BEGIN EXTRACTED DATA

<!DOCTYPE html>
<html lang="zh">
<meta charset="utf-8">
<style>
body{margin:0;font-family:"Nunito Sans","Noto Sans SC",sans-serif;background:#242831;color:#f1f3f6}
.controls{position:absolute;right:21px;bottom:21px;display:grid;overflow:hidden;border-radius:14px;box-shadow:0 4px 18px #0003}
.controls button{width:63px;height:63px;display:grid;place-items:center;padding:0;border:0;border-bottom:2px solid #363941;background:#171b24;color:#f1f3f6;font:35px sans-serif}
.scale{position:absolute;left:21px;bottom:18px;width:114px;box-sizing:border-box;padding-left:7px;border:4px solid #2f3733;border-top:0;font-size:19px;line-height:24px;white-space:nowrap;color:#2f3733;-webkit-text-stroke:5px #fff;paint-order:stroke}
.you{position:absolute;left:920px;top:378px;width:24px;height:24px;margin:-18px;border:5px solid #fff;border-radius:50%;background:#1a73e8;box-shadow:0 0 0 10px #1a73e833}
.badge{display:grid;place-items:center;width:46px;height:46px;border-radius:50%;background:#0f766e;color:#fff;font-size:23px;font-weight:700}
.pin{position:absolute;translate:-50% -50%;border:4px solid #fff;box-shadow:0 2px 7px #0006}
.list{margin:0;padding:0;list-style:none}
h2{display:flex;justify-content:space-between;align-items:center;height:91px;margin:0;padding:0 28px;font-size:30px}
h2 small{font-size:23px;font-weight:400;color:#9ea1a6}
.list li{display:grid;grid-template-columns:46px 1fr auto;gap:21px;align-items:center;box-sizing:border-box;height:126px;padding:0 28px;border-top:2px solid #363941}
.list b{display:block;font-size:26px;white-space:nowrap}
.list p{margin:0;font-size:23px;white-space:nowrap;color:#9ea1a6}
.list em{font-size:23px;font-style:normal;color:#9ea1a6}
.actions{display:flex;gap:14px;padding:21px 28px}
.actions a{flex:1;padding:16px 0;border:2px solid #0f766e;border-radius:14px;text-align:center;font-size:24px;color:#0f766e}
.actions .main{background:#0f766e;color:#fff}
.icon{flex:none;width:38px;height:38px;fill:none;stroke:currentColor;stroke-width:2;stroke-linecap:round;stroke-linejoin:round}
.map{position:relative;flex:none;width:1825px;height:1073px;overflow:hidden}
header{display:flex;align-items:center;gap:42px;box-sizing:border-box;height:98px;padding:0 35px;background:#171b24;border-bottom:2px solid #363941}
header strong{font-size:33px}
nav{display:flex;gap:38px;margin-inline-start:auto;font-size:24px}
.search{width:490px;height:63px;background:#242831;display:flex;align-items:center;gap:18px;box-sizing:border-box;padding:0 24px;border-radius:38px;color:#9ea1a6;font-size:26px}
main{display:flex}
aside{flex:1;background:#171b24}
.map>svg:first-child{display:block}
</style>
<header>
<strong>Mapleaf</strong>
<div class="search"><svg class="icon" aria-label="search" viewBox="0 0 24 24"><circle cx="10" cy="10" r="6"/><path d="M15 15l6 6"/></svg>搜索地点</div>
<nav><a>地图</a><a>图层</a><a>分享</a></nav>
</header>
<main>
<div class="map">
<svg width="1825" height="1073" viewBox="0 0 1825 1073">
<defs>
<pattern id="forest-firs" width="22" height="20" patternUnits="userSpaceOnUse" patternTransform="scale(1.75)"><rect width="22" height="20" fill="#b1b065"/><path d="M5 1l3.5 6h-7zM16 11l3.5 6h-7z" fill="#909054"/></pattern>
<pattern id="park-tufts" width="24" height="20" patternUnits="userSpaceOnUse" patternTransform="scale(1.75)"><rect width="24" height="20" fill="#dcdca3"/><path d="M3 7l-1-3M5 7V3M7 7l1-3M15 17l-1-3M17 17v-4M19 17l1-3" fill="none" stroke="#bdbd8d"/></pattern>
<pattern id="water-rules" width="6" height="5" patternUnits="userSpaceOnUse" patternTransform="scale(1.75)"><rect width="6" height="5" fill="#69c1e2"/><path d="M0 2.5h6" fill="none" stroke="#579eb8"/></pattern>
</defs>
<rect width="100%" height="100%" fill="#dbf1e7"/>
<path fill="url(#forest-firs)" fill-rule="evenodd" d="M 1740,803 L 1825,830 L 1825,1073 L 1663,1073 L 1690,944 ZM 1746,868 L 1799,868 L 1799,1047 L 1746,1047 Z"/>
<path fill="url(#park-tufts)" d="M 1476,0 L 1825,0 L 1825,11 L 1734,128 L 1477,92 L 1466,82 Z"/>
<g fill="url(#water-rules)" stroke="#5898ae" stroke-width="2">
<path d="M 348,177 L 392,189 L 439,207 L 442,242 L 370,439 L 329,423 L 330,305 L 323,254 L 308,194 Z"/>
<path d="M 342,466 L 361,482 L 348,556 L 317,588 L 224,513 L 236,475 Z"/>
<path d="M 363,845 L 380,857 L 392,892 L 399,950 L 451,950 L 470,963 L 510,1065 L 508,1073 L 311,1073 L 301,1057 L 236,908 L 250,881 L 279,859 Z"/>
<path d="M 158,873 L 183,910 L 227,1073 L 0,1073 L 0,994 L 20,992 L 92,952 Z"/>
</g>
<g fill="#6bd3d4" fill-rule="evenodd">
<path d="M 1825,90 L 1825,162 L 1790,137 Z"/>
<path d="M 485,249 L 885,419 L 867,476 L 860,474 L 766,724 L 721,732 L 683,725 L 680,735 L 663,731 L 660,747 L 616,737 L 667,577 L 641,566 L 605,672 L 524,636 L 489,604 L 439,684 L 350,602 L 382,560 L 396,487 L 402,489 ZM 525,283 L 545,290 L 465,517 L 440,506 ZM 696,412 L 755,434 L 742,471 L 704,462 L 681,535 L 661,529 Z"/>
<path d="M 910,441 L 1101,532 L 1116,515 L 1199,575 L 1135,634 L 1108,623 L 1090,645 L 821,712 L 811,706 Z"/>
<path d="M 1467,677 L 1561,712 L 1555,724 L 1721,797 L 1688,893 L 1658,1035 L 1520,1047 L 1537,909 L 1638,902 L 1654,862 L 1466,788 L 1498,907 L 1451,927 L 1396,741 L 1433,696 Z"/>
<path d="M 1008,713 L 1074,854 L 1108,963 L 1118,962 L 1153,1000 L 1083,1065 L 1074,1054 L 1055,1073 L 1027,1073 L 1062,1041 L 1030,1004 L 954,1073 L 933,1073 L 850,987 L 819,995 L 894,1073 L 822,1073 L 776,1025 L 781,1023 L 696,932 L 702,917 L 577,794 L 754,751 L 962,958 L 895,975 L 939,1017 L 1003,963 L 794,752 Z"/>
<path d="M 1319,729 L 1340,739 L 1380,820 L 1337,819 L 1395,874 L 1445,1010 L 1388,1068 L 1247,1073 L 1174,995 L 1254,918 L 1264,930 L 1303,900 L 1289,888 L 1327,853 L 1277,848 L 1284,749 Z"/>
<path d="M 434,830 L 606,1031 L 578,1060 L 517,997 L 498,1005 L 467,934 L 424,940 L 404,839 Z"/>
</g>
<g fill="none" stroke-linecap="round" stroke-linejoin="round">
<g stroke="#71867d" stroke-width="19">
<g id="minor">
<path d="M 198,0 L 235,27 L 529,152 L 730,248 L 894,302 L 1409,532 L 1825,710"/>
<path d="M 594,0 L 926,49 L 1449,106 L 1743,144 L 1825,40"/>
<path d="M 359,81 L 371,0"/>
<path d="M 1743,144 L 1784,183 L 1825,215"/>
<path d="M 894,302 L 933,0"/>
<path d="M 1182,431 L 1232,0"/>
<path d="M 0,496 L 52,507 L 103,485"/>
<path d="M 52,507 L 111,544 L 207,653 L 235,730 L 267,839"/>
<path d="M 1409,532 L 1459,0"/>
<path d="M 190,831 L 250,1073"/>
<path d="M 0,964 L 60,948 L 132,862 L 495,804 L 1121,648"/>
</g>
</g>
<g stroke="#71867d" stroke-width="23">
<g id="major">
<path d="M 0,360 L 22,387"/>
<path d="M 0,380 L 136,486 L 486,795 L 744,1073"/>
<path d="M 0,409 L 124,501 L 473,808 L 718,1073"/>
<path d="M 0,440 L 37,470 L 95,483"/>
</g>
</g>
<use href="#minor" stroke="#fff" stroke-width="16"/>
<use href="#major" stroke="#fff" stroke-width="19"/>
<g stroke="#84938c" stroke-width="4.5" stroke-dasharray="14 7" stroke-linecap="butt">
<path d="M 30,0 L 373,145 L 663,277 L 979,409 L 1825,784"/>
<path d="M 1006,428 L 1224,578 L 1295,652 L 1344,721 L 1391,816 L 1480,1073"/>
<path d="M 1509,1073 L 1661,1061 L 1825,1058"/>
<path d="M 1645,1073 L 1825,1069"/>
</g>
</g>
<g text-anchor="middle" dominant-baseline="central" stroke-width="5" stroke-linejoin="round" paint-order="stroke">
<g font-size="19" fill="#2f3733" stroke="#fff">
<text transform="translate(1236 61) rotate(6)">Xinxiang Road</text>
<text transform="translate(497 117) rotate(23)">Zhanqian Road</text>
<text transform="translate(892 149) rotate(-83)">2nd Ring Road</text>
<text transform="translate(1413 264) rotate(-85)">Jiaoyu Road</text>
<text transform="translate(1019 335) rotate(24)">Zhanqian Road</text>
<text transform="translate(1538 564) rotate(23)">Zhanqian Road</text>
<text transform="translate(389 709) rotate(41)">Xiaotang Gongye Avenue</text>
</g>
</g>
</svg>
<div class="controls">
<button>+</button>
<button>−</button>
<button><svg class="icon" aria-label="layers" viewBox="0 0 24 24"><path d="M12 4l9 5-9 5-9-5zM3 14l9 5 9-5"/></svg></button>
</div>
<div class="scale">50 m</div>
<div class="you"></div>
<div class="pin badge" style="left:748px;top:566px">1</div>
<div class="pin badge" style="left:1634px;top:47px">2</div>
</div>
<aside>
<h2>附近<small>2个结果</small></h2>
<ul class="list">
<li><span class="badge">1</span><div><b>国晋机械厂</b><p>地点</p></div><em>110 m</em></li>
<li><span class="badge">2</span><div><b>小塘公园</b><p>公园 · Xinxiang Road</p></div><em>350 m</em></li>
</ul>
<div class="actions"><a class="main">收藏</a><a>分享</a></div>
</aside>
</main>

END EXTRACTED DATA

■ **ACTIVITY**
Across the whole listing above, find every line with the string "grid" and copy it.

■ **TASK RESULT**
.controls{position:absolute;right:21px;bottom:21px;display:grid;overflow:hidden;border-radius:14px;box-shadow:0 4px 18px #0003}
.controls button{width:63px;height:63px;display:grid;place-items:center;padding:0;border:0;border-bottom:2px solid #363941;background:#171b24;color:#f1f3f6;font:35px sans-serif}
.badge{display:grid;place-items:center;width:46px;height:46px;border-radius:50%;background:#0f766e;color:#fff;font-size:23px;font-weight:700}
.list li{display:grid;grid-template-columns:46px 1fr auto;gap:21px;align-items:center;box-sizing:border-box;height:126px;padding:0 28px;border-top:2px solid #363941}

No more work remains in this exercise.